Tuesday nights are quiet in the library. Few people are there and it stays open until eight.
I lingered in the reference section where the records of this little town are slipped into shelves of alphabetized history. And I carefully open the big leather bound book full of life stories.
And the women sit stoic and statuesque along the thin stained pages. Their sullen faces don’t soften the cruel accounts of crops that refused to raise and still births that delivered despair late in the night.
But to spite the callous conditions; I search for those women who dare to wear a smile. But each expression seems more somber than the next.
And then I stumble upon Marion Berry. Smitten immediately, partly because her thin lips turn upwards and she is mysteriously beautiful. My imagination runs rampant. She must have been an artist, bold and brassy, and I’m confident her glow lit this little sleepy town ablaze.

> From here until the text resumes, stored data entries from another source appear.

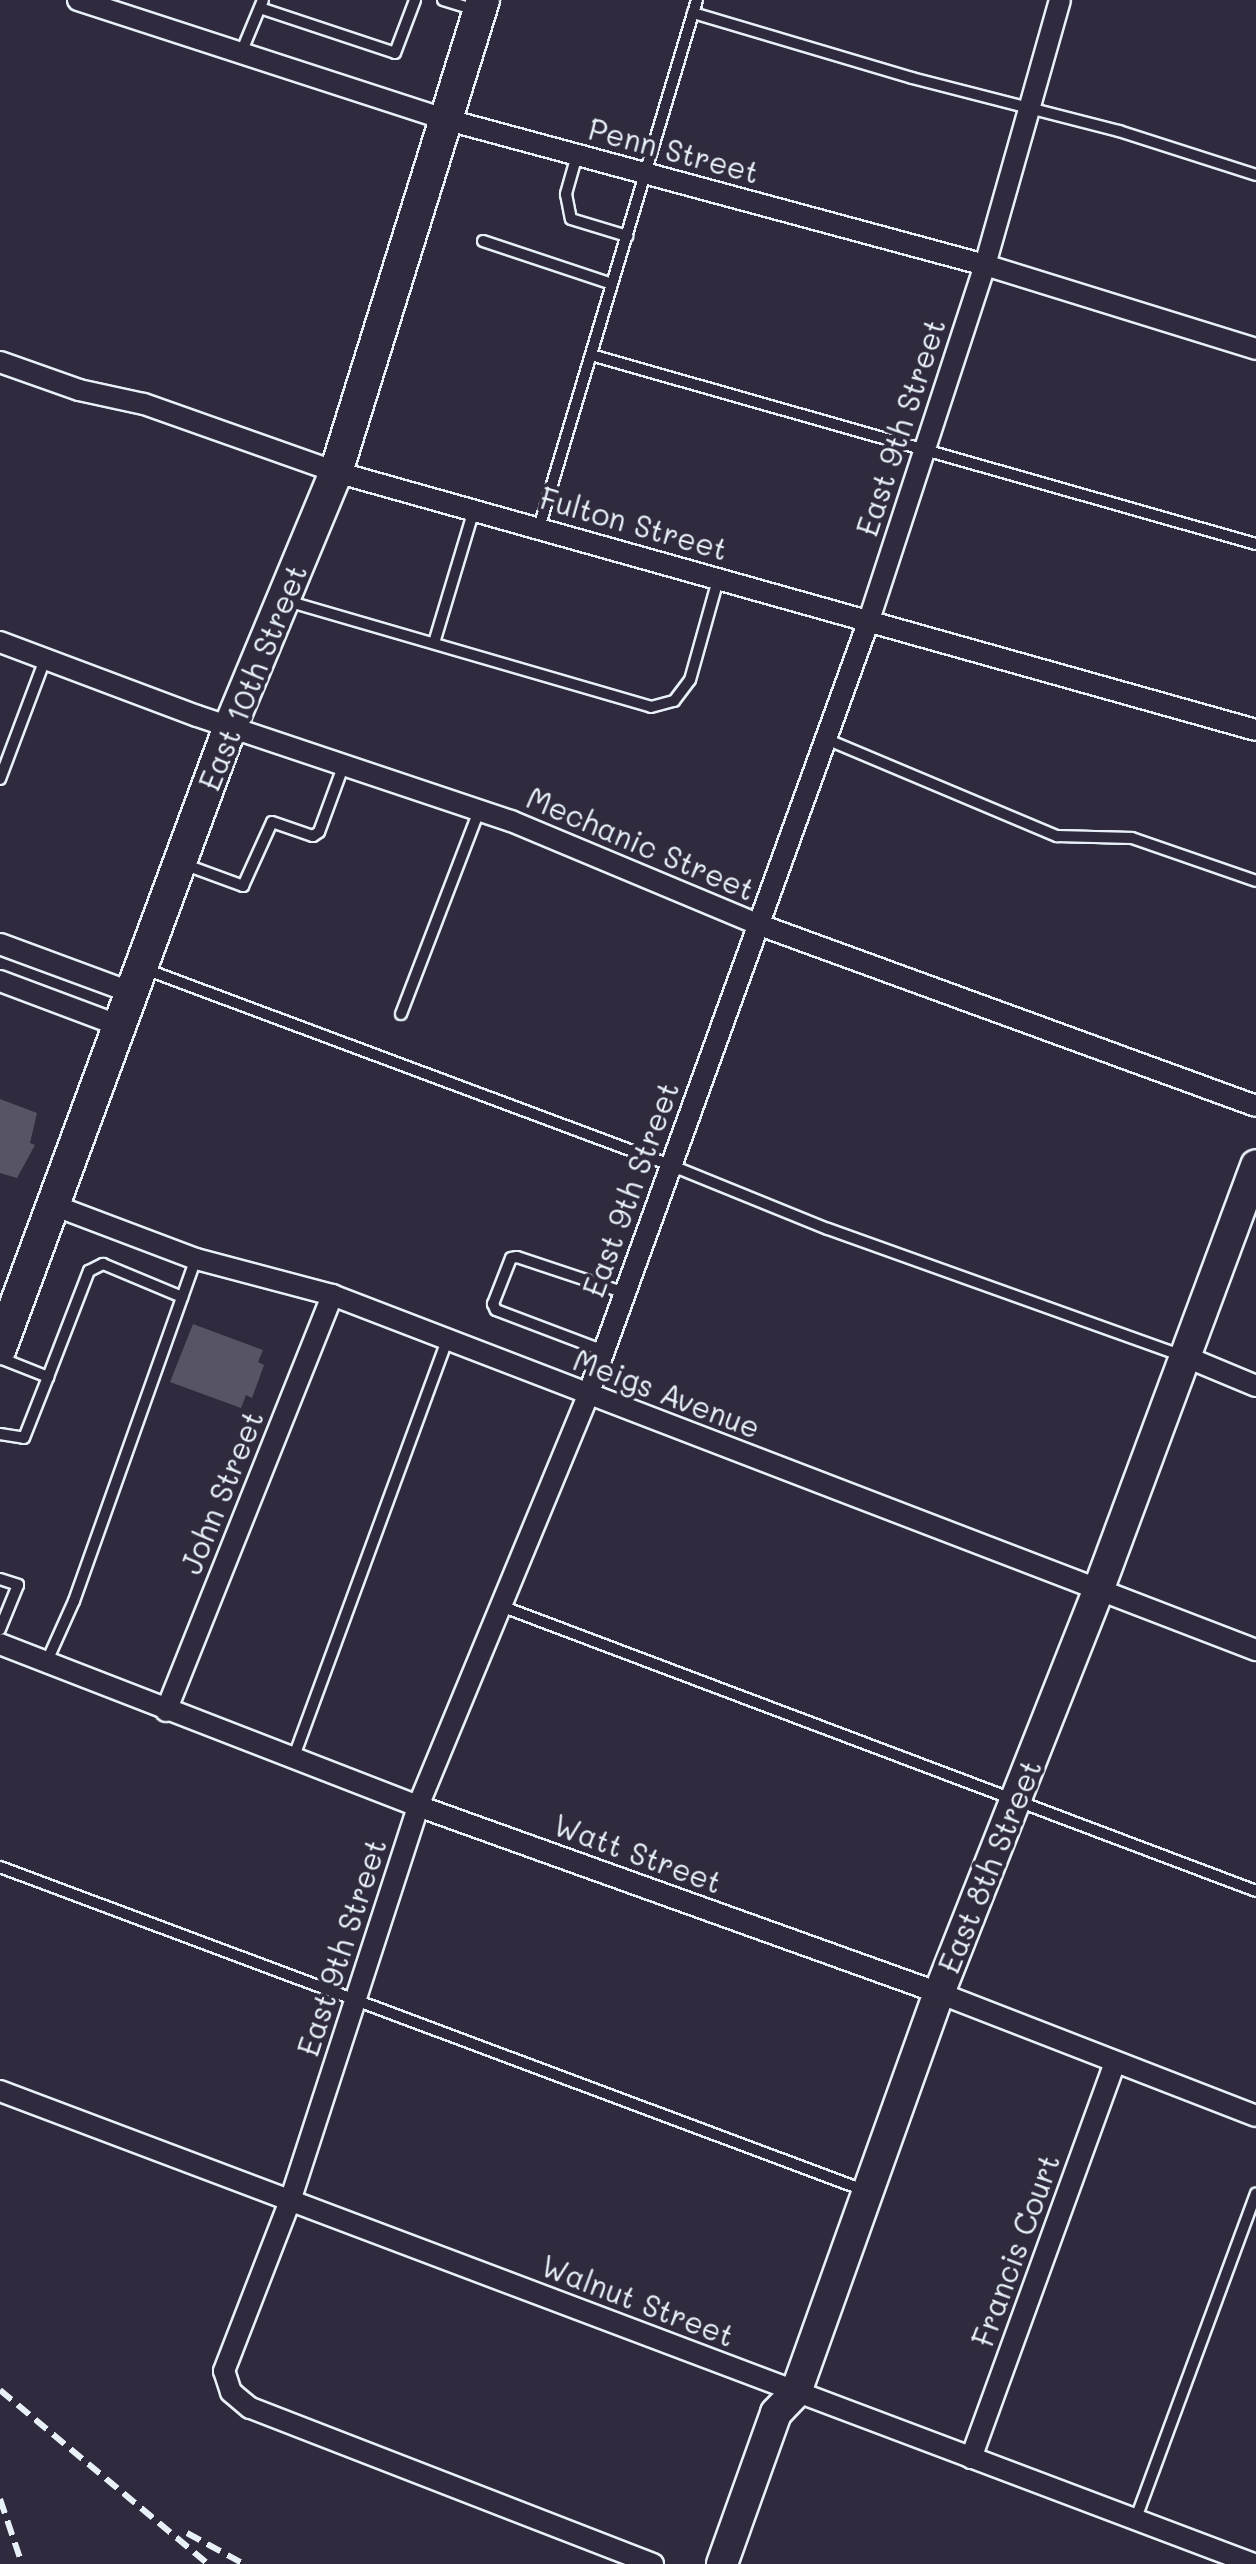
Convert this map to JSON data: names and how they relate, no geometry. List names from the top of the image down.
{
  "streets": {
    "main road": ["East 10th Street", "East 8th Street"],
    "street": [
      "Penn Street",
      "East 9th Street",
      "Fulton Street",
      "Mechanic Street",
      "Meigs Avenue",
      "John Street",
      "Watt Street",
      "Francis Court",
      "Walnut Street"
    ]
  },
  "crossings": [
    ["Penn Street", "East 9th Street"],
    ["Penn Street", "East 10th Street"],
    ["East 9th Street", "Fulton Street"],
    ["East 9th Street", "Mechanic Street"],
    ["East 9th Street", "Meigs Avenue"],
    ["East 9th Street", "Watt Street"],
    ["East 9th Street", "Walnut Street"],
    ["Fulton Street", "East 10th Street"],
    ["East 10th Street", "Mechanic Street"],
    ["East 10th Street", "Meigs Avenue"],
    ["Meigs Avenue", "John Street"],
    ["Meigs Avenue", "East 8th Street"],
    ["John Street", "Watt Street"],
    ["Watt Street", "East 8th Street"],
    ["Watt Street", "Francis Court"],
    ["East 8th Street", "Walnut Street"],
    ["Francis Court", "Walnut Street"]
  ]
}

And I read her story slowly because it deserves to be savored.
A wife to a farmer
One child and then another and then one more
Her hands aid in building a family barn
But her primary job, recorded for future generations to recount and remember was the preparation of mid day meals for nearby farm hands
And I sigh. She is simply ordinary. And I close the book, disappointed a bit.
But as I slide her account deep into the shelves where all the other submissive ladies sit, I know I could join in their ranks.

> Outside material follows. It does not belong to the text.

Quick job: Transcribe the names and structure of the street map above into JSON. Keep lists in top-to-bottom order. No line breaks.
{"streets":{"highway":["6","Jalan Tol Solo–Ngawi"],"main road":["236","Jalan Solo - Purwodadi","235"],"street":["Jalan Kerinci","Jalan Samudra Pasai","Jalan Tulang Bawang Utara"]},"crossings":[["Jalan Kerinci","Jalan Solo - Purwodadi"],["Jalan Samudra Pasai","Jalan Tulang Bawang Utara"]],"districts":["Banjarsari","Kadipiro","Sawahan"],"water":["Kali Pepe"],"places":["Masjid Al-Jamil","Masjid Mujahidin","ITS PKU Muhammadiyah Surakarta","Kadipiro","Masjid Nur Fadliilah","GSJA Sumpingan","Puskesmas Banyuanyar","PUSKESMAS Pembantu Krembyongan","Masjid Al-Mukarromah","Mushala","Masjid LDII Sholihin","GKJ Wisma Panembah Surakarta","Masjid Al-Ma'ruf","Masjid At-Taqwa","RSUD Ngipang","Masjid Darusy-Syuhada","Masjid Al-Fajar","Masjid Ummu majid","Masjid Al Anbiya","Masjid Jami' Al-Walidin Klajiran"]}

In these common days of raising children and scrubbing sinks, sewing dangling buttons back on and tying double knots, it is likely my name won’t grace the history books of this town or anywhere else.
But in this sacred ordinary life, there is a husband whom I married at nineteen and I have written on his heart and he on mine. And squeals from our three children are heard throughout the day until the sun rests and says goodnight.
And in this town where we live outside the city limits, God gifts us with moments to weave just a little goodness to those we meet.
And like those ordinary, simple women who may not have revolutionized this town, their marks were left, imprinted in the homes and in the lives of the people they loved.